Comparison of binding characteristics of factors B and H to C3b on normal and paroxysmal nocturnal hemoglobinuria erythrocytes.

To determine if aberrant interactions of the endogenous control proteins with cell-bound C3b contribute to the greater fixation of C3b to paroxysmal nocturnal hemoglobinuria (PNH) erythrocytes when whole serum complement is activated, we compared the characteristics of binding of factors B and H to normal and PNH red cells bearing C3b (EC3b). Factor B binding is homogeneous, there is 1:1 stoichiometry, and the affinity constant at equilibrium for factor B binding is the same for normal and PNH EC3b. In contrast, analysis by Scatchard's method of factor H binding results in a curvilinear plot, the deviation from linearity being exaggerated for the PNH EC3b.
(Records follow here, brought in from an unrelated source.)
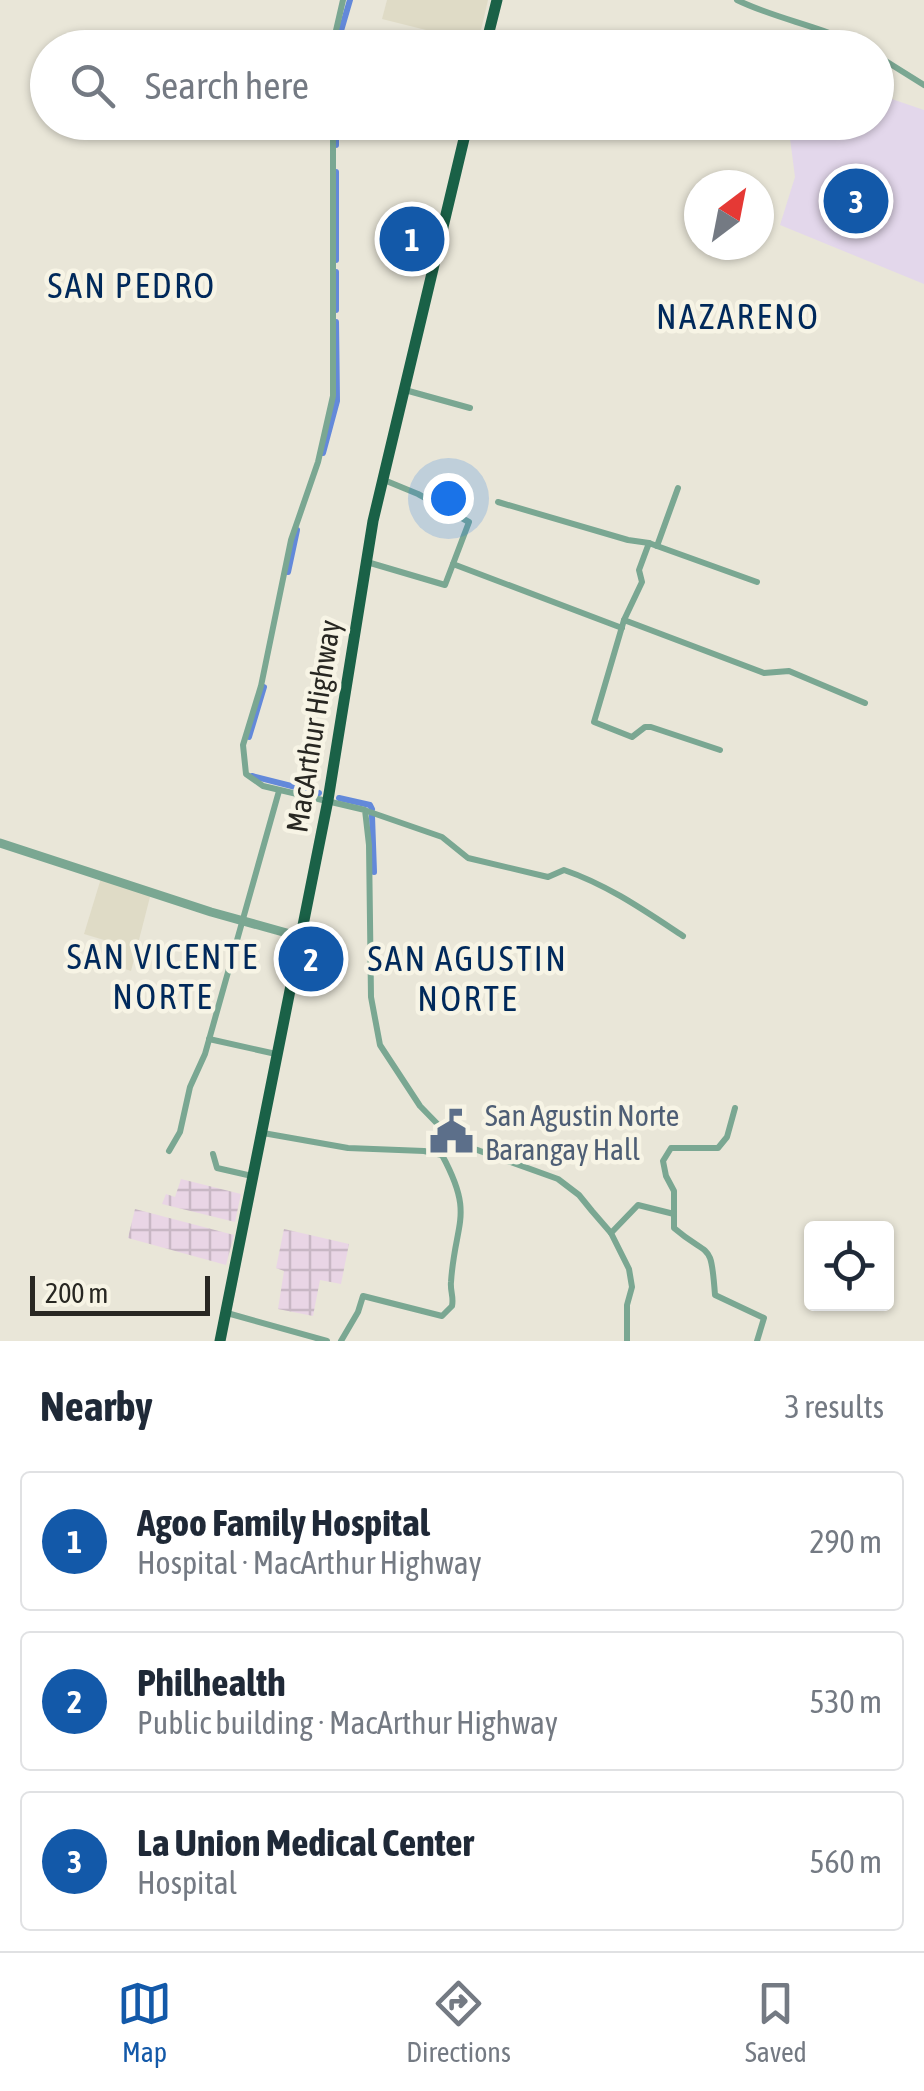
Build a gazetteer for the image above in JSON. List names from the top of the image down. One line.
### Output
{"streets":{"highway":["MacArthur Highway"]},"districts":["SAN PEDRO","NAZARENO","SAN VICENTE NORTE","SAN AGUSTIN NORTE"],"places":{"public building":["San Agustin Norte Barangay Hall"]},"scale_bar":"200 m","north":"top right","page":{"search":"Search here","pins":["3","1","2"],"scale":"200 m","heading":["Nearby","3 results"],"list":[{"mark":"1","name":"Agoo Family Hospital","note":"Hospital · MacArthur Highway","value":"290 m"},{"mark":"2","name":"Philhealth","note":"Public building · MacArthur Highway","value":"530 m"},{"mark":"3","name":"La Union Medical Center","note":"Hospital","value":"560 m"}],"nav":["Map","Directions","Saved"]}}
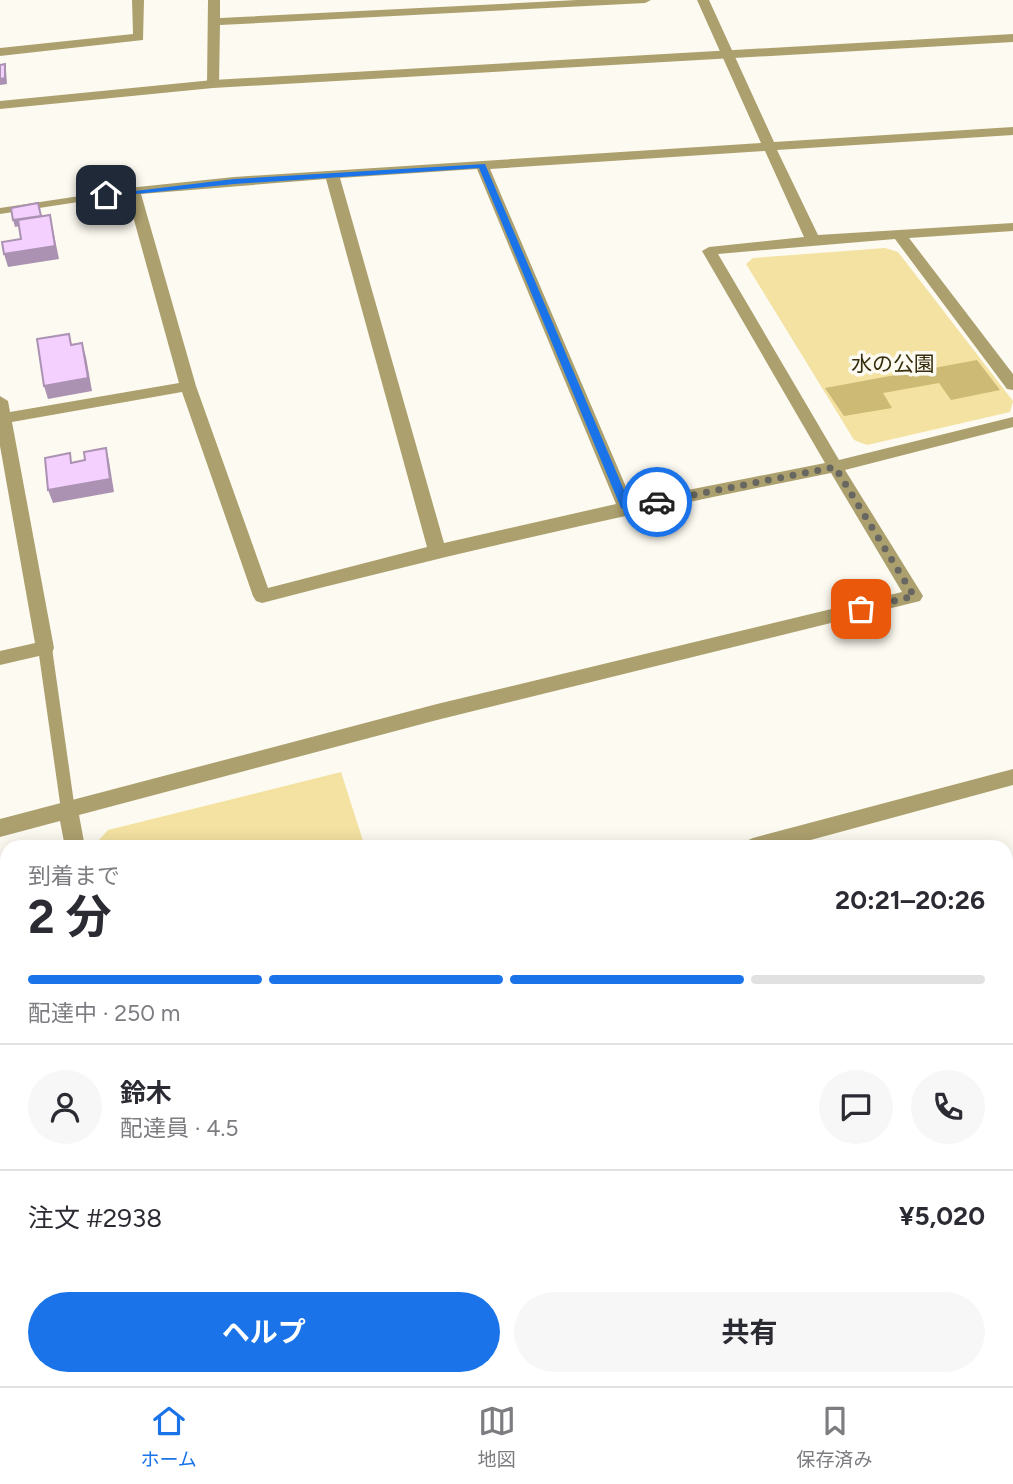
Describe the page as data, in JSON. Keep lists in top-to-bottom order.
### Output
{
  "parks": ["水の公園"],
  "page": {
    "heading": ["2 分", "到着まで", "20:21–20:26"],
    "panel": [
      "鈴木",
      "配達員 · 4.5",
      "注文 #2938",
      "¥5,020"
    ],
    "bar": "配達中 · 250 m",
    "buttons": ["ヘルプ", "共有"],
    "tabs": ["ホーム", "地図", "保存済み"]
  }
}
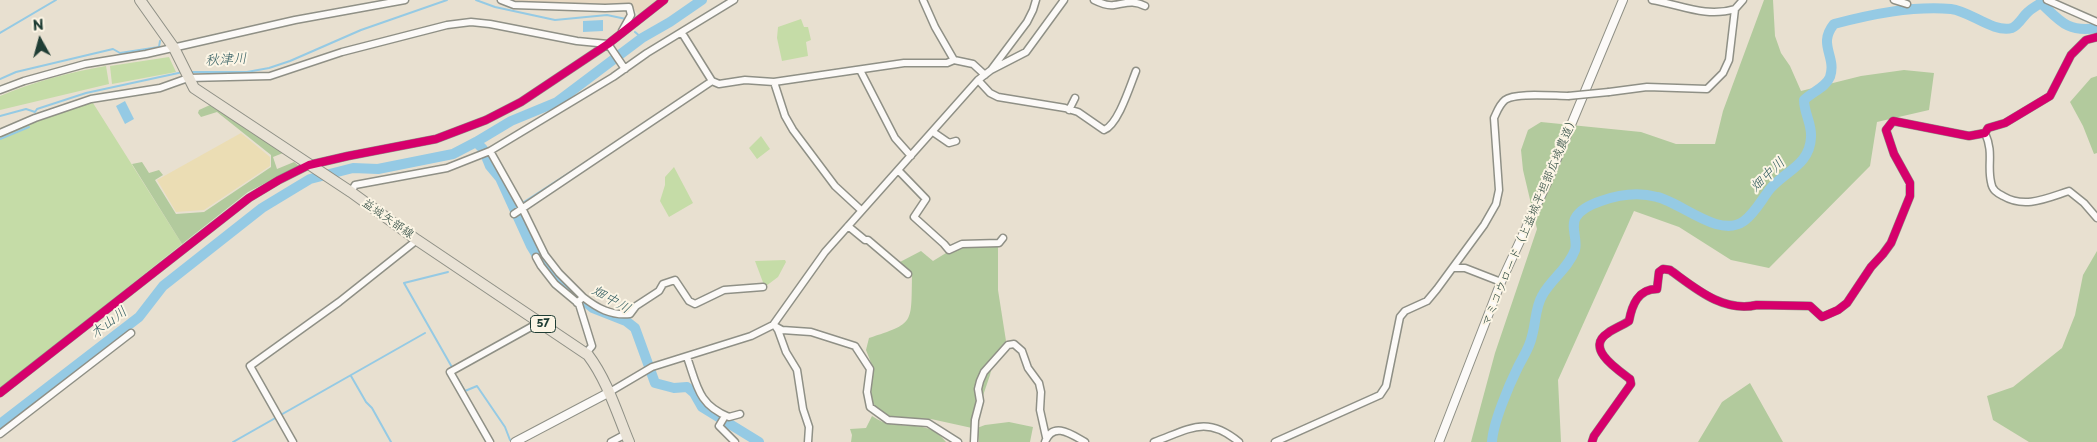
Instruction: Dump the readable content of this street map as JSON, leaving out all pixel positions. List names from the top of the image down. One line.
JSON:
{"streets":{"main road":["益城矢部線","57"],"street":["マミコウロード（上益城平坦部広域農道）"]},"water":["秋津川","畑中川","木山川"],"north":"top"}
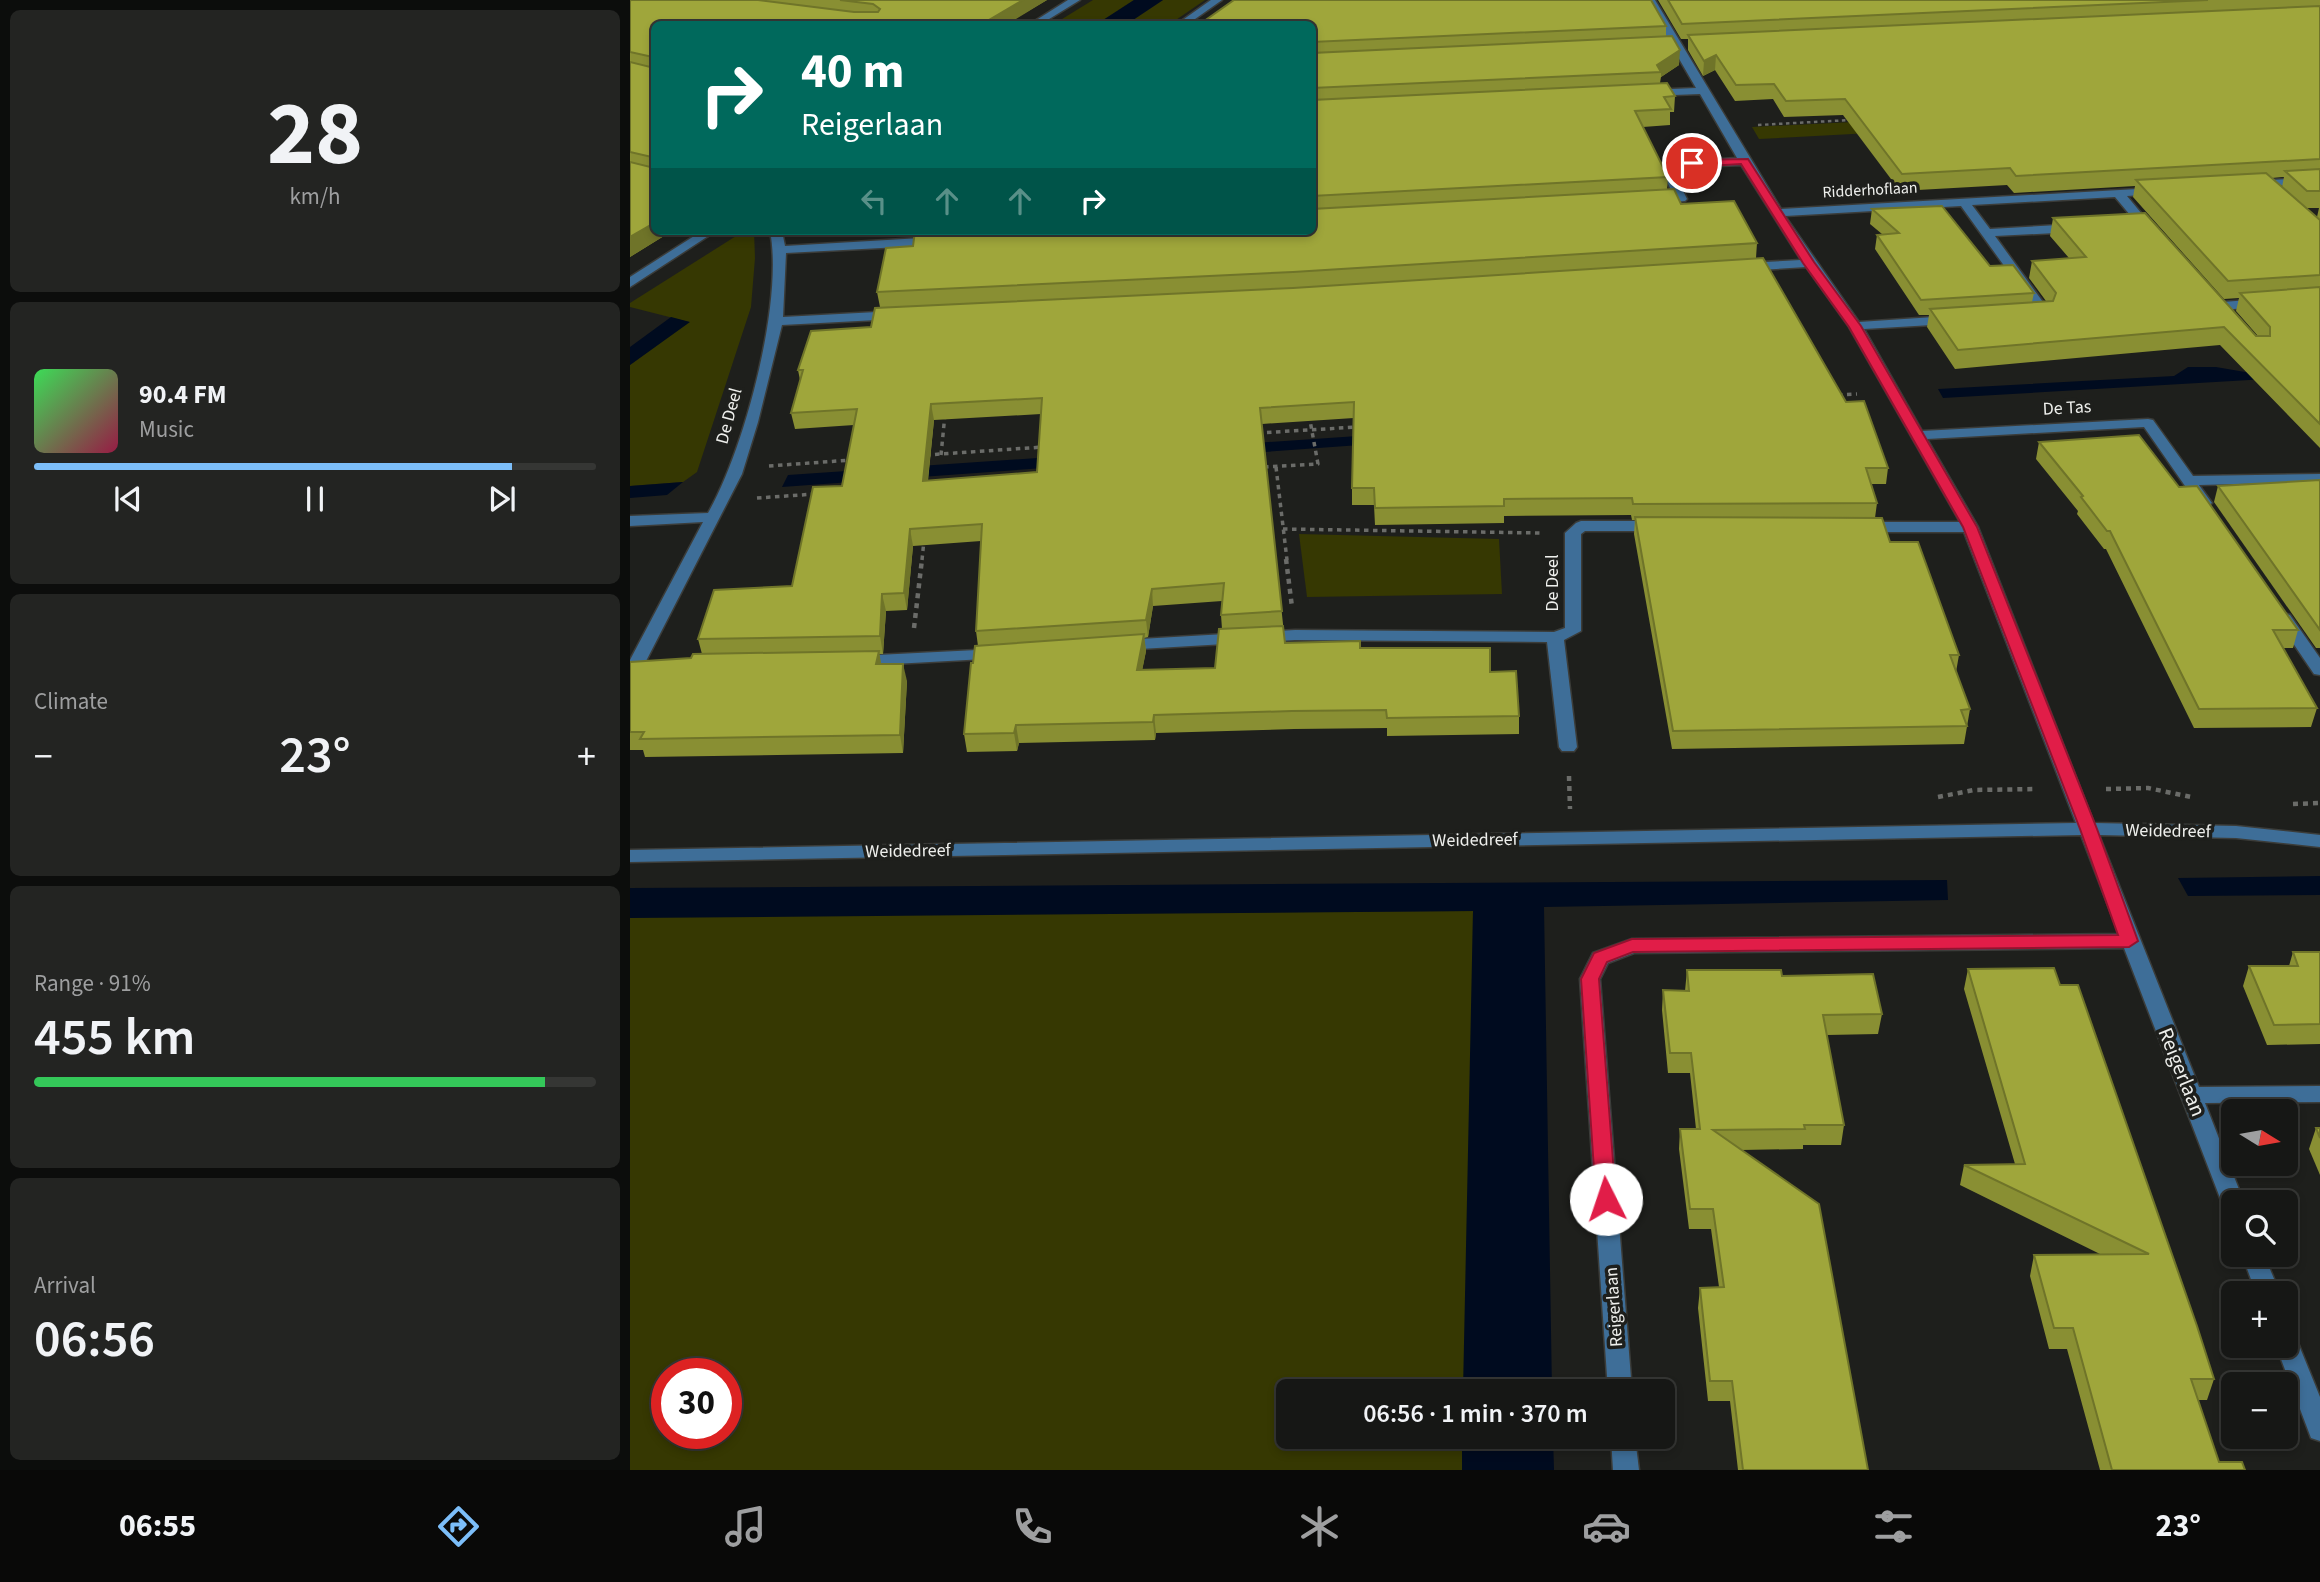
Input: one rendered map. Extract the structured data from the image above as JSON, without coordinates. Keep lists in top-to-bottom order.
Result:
{
  "streets": {
    "street": [
      "Ridderhoflaan",
      "De Tas",
      "De Deel",
      "Weidedreef",
      "Reigerlaan"
    ]
  },
  "crossings": [
    ["Ridderhoflaan", "Reigerlaan"],
    ["De Tas", "Reigerlaan"],
    ["Weidedreef", "Reigerlaan"]
  ],
  "north": "right",
  "page": {
    "tile": [
      ["28", "km/h"],
      "Climate",
      ["Range · 91%", "455 km"],
      ["Arrival", "06:56"]
    ],
    "turn": ["40 m", "Reigerlaan"],
    "song": ["90.4 FM", "Music"],
    "heat": ["−", "23°", "+"],
    "map_buttons": ["+", "−"],
    "limit": "30",
    "trip": "06:56 · 1 min · 370 m",
    "tabs": ["06:55", "23°"]
  }
}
The heterogeneity of binding of factor H appears to be a consequence of the nonrandom distribution of C3b about the alternative pathway convertase site. This nonrandom distribution does not induce negative cooperativity but rather effects a biophysical milieu which enhances factor H binding. The greater heterogeneity of binding of factor H to PNH E bearing nonrandomly distributed C3b appears to be due to the presence of a greater proportion of lower affinity binding sites on the PNH EC3b. However, it appears unlikely that this greater heterogeneity of factor H binding contributes to the enhanced fixation of C3b to PNH erythrocytes.